Assignment: Copy exactly the stretch of data below from the line with "M1268 369V407H1259L1257 370Z" through the line with "M1133 536 1145", including both of those lines.

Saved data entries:

##########

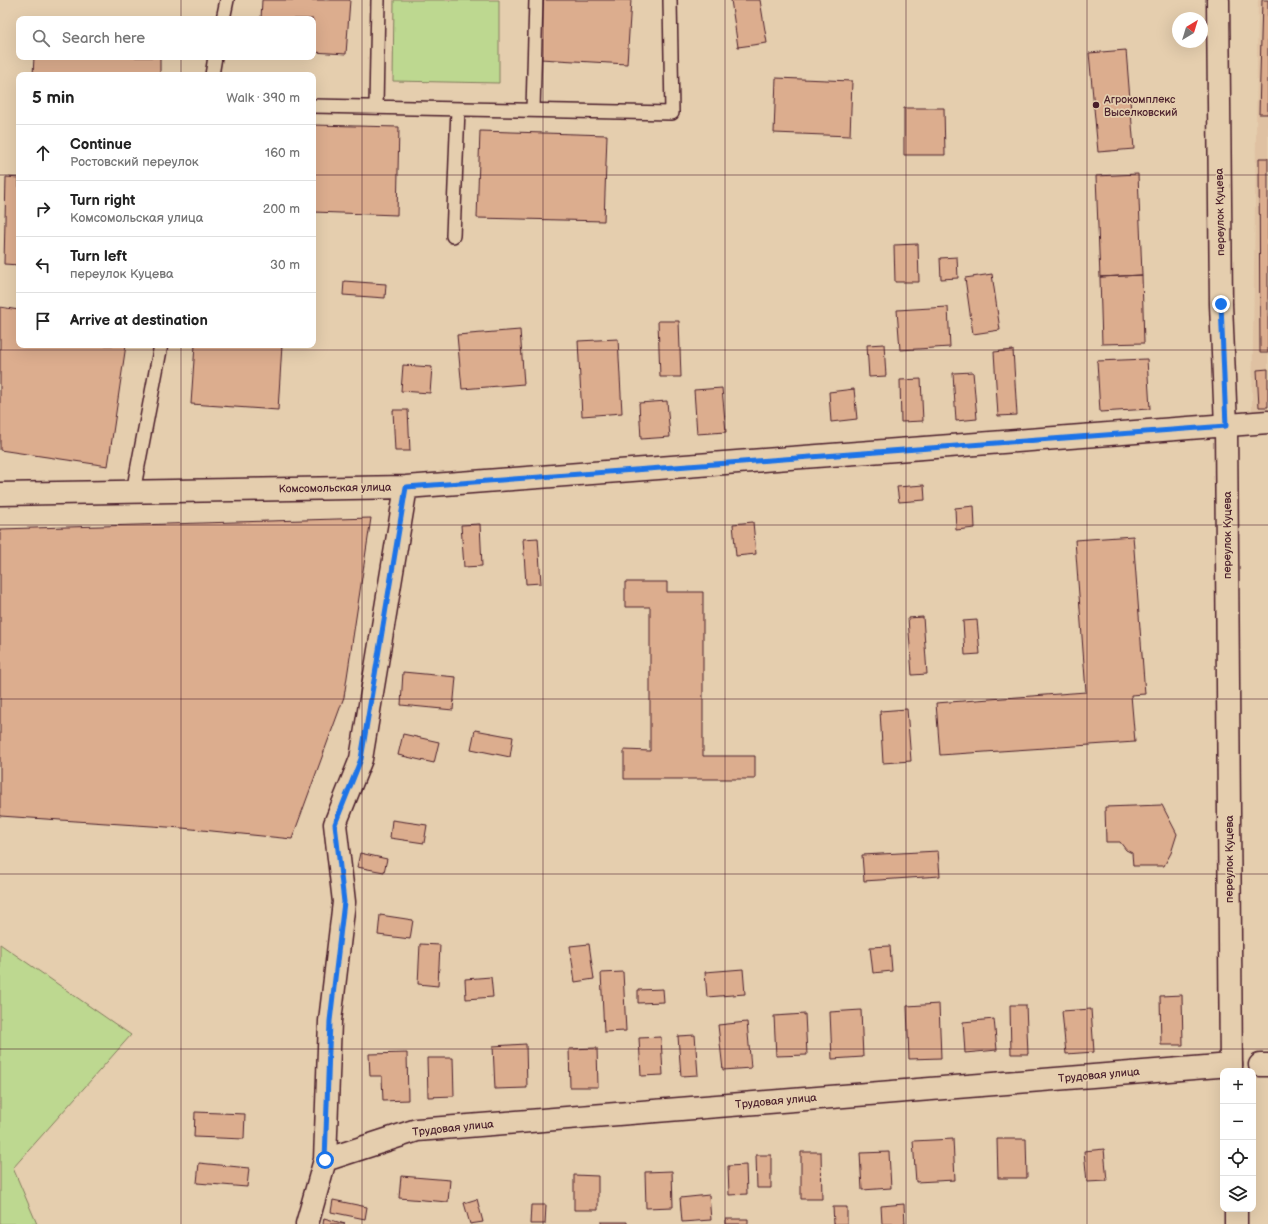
<!DOCTYPE html>
<meta charset="utf-8">
<style>
body{margin:0;font-family:"Balsamiq Sans",sans-serif;background:#f6f6f6;color:#222}
.controls{position:absolute;right:12px;bottom:12px;display:grid;overflow:hidden;border-radius:8px;box-shadow:0 4px 16px #0002}
.controls button{width:36px;height:36px;display:grid;place-items:center;padding:0;border:0;border-bottom:1px solid #e0e0e0;background:#fff;color:#222;font:20px sans-serif}
.compass{position:absolute;left:1172px;top:12px;width:36px;height:36px;border-radius:50%;background:#fff;box-shadow:0 4px 16px #0002;rotate:38deg}
.stop{position:absolute;width:12px;height:12px;margin:-9px;border:3px solid #1a73e8;border-radius:50%;background:#fff}
.stop.end{background:#1a73e8;border-color:#fff;box-shadow:0 1px 4px #0008}
.list{margin:0;padding:0;list-style:none}
h2{display:flex;justify-content:space-between;align-items:center;height:52px;margin:0;padding:0 16px;font-size:17px}
h2 small{font-size:13px;font-weight:400;color:#767676}
.list li{display:grid;grid-template-columns:26px 1fr auto;gap:12px;align-items:center;box-sizing:border-box;height:56px;padding:0 16px;border-top:1px solid #e0e0e0}
.list b{display:block;font-size:15px;white-space:nowrap}
.list p{margin:0;font-size:13px;white-space:nowrap;color:#767676}
.list em{font-size:13px;font-style:normal;color:#767676}
.icon{flex:none;width:22px;height:22px;fill:none;stroke:currentColor;stroke-width:2;stroke-linecap:round;stroke-linejoin:round}
.map{position:relative;flex:none;width:1268px;height:1224px;overflow:hidden}
.search{position:absolute;background:#fff;box-shadow:0 4px 16px #0002;left:16px;top:16px;width:300px;height:44px;display:flex;align-items:center;gap:10px;box-sizing:border-box;padding:0 14px;border-radius:8px;color:#767676;font-size:15px}
.panel{position:absolute;background:#fff;box-shadow:0 4px 16px #0002;left:16px;top:72px;width:300px;height:276px;border-radius:8px}
.map>svg:first-child{display:block}
.built{fill:#dfc1a2}
.green{fill:#bdd890;stroke:#847c5e}
.building{fill:#dcad8e;stroke:#4a1f2b}
.lines{fill:none;stroke-linecap:round;stroke-linejoin:round}
.lane-casing{stroke:#4a1f2b;stroke-width:16}
.street-casing{stroke:#4a1f2b;stroke-width:25}
.secondary-casing{stroke:#4a1f2b;stroke-width:25}
.lane{stroke:#e5ceae;stroke-width:13}
.street{stroke:#e5ceae;stroke-width:22}
.secondary{stroke:#e5ceae;stroke-width:22}
.route{stroke:#1a73e8;stroke-width:5}
.grid{fill:none;stroke:#4a1f2b;stroke-width:1;stroke-opacity:0.55}
.poi-dot{fill:#4a1f2b;stroke:#e5ceae;stroke-width:1.5}
.labels{text-anchor:middle;dominant-baseline:central;stroke-width:3.5;stroke-linejoin:round;paint-order:stroke}
.poi-label{font-size:11px;fill:#4a1f2b;stroke:#e5ceae;text-anchor:start}
.street-label{font-size:11px;fill:#4a1f2b;stroke:#e5ceae}
</style>
<div class="map">
<svg width="1268" height="1224" viewBox="0 0 1268 1224">
<rect width="100%" height="100%" fill="#e5ceae"/>
<filter id="ink" filterUnits="userSpaceOnUse"><feTurbulence type="fractalNoise" baseFrequency=".025" numOctaves="2"/><feDisplacementMap in="SourceGraphic" scale="8" xChannelSelector="R" yChannelSelector="G"/><feConvolveMatrix kernelMatrix="1 2 1 2 8 2 1 2 1" color-interpolation-filters="sRGB"/></filter>
<g filter="url(#ink)">
<path class="built" d="M1258 0H1268V410L1252 412Z"/>
<path class="green" d="M394 0H499V83L393 81Z
M0 944 131 1035 13 1168 37 1224H0Z"/>
<path class="building" d="M262 0H350L346 54 313 52V19H261Z
M543 0H631L627 64 540 59Z
M731 0H760L767 43 738 47Z
M1262 0H1268V114H1259Z
M1126 50 1134 149 1098 152 1089 53Z
M34 57H160V75H33Z
M776 78 852 81 850 136 774 133Z
M904 108H944L945 155H904Z
M313 125 399 127 397 215 313 212Z
M480 131 607 135 604 221 477 218Z
M1259 158H1268V353H1260Z
M1138 174 1142 275 1100 277 1096 176Z
M6 177 19 178V265L4 264Z
M918 244 919 282H895L894 245Z
M957 257 958 278 941 279 940 258Z
M992 274 1000 330 973 334 965 278Z
M1142 275 1144 343 1102 344 1100 277Z
M344 281 386 284 385 298 343 295Z
M0 307 19 310V345H126L108 466 0 450Z
M948 307 950 347 900 350 897 310Z
M658 321H679L681 377H660Z
M520 330 524 384 462 389 457 335Z
M618 339 622 413 582 416 578 341Z
M884 344 886 376 869 377 867 345Z
M195 345H282L278 410 191 404Z
M1013 350 1017 415 998 416 994 352Z
M1147 359 1150 409 1100 412 1097 361Z
M403 365 432 367 430 393 401 391Z
M1268 369V407H1259L1257 370Z
M973 372 977 419 956 421 953 373Z
M921 379 923 421 901 422 900 380Z
M722 388 726 432 697 434 694 390Z
M854 389 857 419 831 422 829 392Z
M667 401 670 437 641 439 639 403Z
M393 410H408L410 451H395Z
M924 485 925 500 899 502 897 487Z
M974 506 975 528 956 530 955 508Z
M371 518 344 697 292 839 182 828 0 816V529Z
M753 522 756 554 736 556 733 524Z
M480 524 482 566 464 567 461 525Z
M1133 536 1145 694 1131 695 1135 742 940 755 936 703 1086 692 1075 540Z
M538 538 541 583 526 584 523 539Z
M625 582H667V592H703V756H755V779H624V750L650 751V607H625Z
M923 617 927 674 912 675 908 618Z
M977 620 980 654 965 655 963 621Z
M403 672 456 677 453 710 401 705Z
M907 709 911 761 883 763 880 711Z
M475 730 513 737 510 757 471 749Z
M403 734 439 742 434 763 398 755Z
M1162 805 1177 834 1171 853 1164 866H1133L1132 853 1126 850 1120 842H1106L1105 807Z
M392 820 427 825 424 843 390 838Z
M938 851 940 876 864 881 862 855Z
M360 853 387 859 384 872 357 867Z
M380 915 413 920 410 939 378 935Z
M420 944 440 945 438 986 418 984Z
M589 944 594 979 575 982 570 946Z
M890 946 892 971 873 973 870 947Z
M743 969 745 994 707 997 705 972Z
M623 972 626 1031 604 1032 601 973Z
M491 977 493 997 466 999 465 979Z
M663 989 664 1002 638 1003V990Z
M1182 995 1183 1045H1161L1160 996Z
M939 1004 941 1058 909 1059 907 1006Z
M1010 1005H1026L1028 1054H1011Z
M1091 1009 1094 1052 1066 1054 1062 1011Z
M861 1010 863 1057 832 1059 830 1012Z
M805 1014 807 1055 776 1056 774 1016Z
M994 1019 997 1050 965 1053 963 1022Z
M747 1022 751 1068 723 1070 718 1025Z
M695 1035 698 1075 681 1076 678 1036Z
M661 1037 663 1075 641 1076 639 1038Z
M526 1044 527 1088 495 1089 493 1046Z
M597 1048 598 1087H570L569 1049Z
M407 1053 408 1100 383 1101 382 1076H370L369 1054Z
M427 1058H453L454 1096 428 1097Z
M195 1112 245 1114 244 1139 194 1137Z
M953 1139 955 1180 916 1182 913 1141Z
M997 1139H1026L1027 1178H998Z
M1104 1149 1107 1181 1087 1182 1084 1151Z
M801 1152H821L822 1199H801Z
M889 1152 891 1188 862 1190 860 1153Z
M756 1155H771V1188H757Z
M199 1163 249 1168 247 1187 197 1183Z
M746 1165 747 1194 729 1195 728 1166Z
M672 1171 673 1207 646 1208 645 1172Z
M574 1175 598 1176V1210H574Z
M401 1176 450 1180 448 1202 399 1198Z
M709 1195 711 1220 682 1222 680 1198Z
M477 1199 483 1222 470 1224 464 1203Z
M333 1200 367 1207 365 1219 331 1212Z
M904 1204 905 1224H882L881 1206Z
M531 1205H546L545 1224H530Z
M833 1207H847V1224H834Z
M324 1218 345 1224H323Z
M726 1219H748V1224H726Z
M601 1222H627V1224H601Z"/>
<g class="lines">
<defs>
<path id="lane" d="M223 19 227 0
M212 75 215 57
M313 106 672 113 670 0
M376 107 378 0
M533 110 536 0
M453 236 458 109
M133 492 161 345"/>
<path id="street" d="M0 494 406 487 1268 422
M1260 1065H1268
M325 1160 417 1130 1231 1065
M307 1224 325 1160 330 1021 344 902 335 824 361 759 406 487"/>
<path id="secondary" d="M1218 0 1221 304 1226 426 1231 1071
M1236 1209V1224"/>
</defs>
<use href="#lane" class="lane-casing"/>
<use href="#street" class="street-casing"/>
<use href="#secondary" class="secondary-casing"/>
<use href="#lane" class="lane"/>
<use href="#street" class="street"/>
<use href="#secondary" class="secondary"/>
</g>
</g>
<g class="lines" filter="url(#ink)">
<path class="route" d="M325 1160 330 1021 344 902 335 824 361 759 406 487 1226 426 1221 304"/>
</g>
<path class="grid" d="M181 0V19M362 0V1224M543 0V1224M725 0V1224M906 0V1224M1087 0V1224M181 57V75M0 175H19M313 175H1268M181 345V1224M0 350H1268M0 525H1268M0 699H1268M0 874H1268M0 1049H1268"/>
<circle class="poi-dot" cx="1096" cy="105" r="4"/>
<g class="labels">
<g class="poi-label">
<text x="1104" y="99">Агрокомплекс<tspan x="1104" dy="13">Выселковский</tspan></text>
</g>
<g class="street-label">
<text transform="translate(1220 212) rotate(-91)">переулок Куцева</text>
<text transform="translate(335 488) rotate(-1)">Комсомольская улица</text>
<text transform="translate(1227 535) rotate(-90)">переулок Куцева</text>
<text transform="translate(1229 859) rotate(-90)">переулок Куцева</text>
<text transform="translate(1099 1075) rotate(-5)">Трудовая улица</text>
<text transform="translate(776 1101) rotate(-5)">Трудовая улица</text>
<text transform="translate(453 1128) rotate(-6)">Трудовая улица</text>
</g>
</g>
</svg>
<div class="controls">
<button>+</button>
<button>−</button>
<button><svg class="icon" aria-label="locate" viewBox="0 0 24 24"><circle cx="12" cy="12" r="6"/><path d="M12 2v4M12 18v4M2 12h4M18 12h4"/></svg></button>
<button><svg class="icon" aria-label="layers" viewBox="0 0 24 24"><path d="M12 4l9 5-9 5-9-5zM3 14l9 5 9-5"/></svg></button>
</div>
<svg class="compass" viewBox="-18 -18 36 36"><path d="M0-13l5 13h-10z" fill="#e53935"/><path d="M0 13l5-13h-10z" fill="#767676"/></svg>
<div class="stop" style="left:325px;top:1160px"></div>
<div class="stop end" style="left:1221px;top:304px"></div>
<div class="search"><svg class="icon" aria-label="search" viewBox="0 0 24 24"><circle cx="10" cy="10" r="6"/><path d="M15 15l6 6"/></svg>Search here</div>
<section class="panel">
<h2>5 min<small>Walk · 390 m</small></h2>
<ul class="list">
<li><svg class="icon" aria-label="ahead" viewBox="0 0 24 24"><path d="M12 20V5M6 11l6-6 6 6"/></svg><div><b>Continue</b><p>Ростовский переулок</p></div><em>160 m</em></li>
<li><svg class="icon" aria-label="right" viewBox="0 0 24 24"><path d="M7 20v-9h11M14 6l5 5-5 5"/></svg><div><b>Turn right</b><p>Комсомольская улица</p></div><em>200 m</em></li>
<li><svg class="icon" aria-label="left" viewBox="0 0 24 24"><path d="M17 20v-9H6M10 6l-5 5 5 5"/></svg><div><b>Turn left</b><p>переулок Куцева</p></div><em>30 m</em></li>
<li><svg class="icon" aria-label="arrive" viewBox="0 0 24 24"><path d="M6 21V4h12l-3 4 3 4H6"/></svg><div><b>Arrive at destination</b></div></li>
</ul>
</section>
</div>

##########

Your response:
M1268 369V407H1259L1257 370Z
M973 372 977 419 956 421 953 373Z
M921 379 923 421 901 422 900 380Z
M722 388 726 432 697 434 694 390Z
M854 389 857 419 831 422 829 392Z
M667 401 670 437 641 439 639 403Z
M393 410H408L410 451H395Z
M924 485 925 500 899 502 897 487Z
M974 506 975 528 956 530 955 508Z
M371 518 344 697 292 839 182 828 0 816V529Z
M753 522 756 554 736 556 733 524Z
M480 524 482 566 464 567 461 525Z
M1133 536 1145 694 1131 695 1135 742 940 755 936 703 1086 692 1075 540Z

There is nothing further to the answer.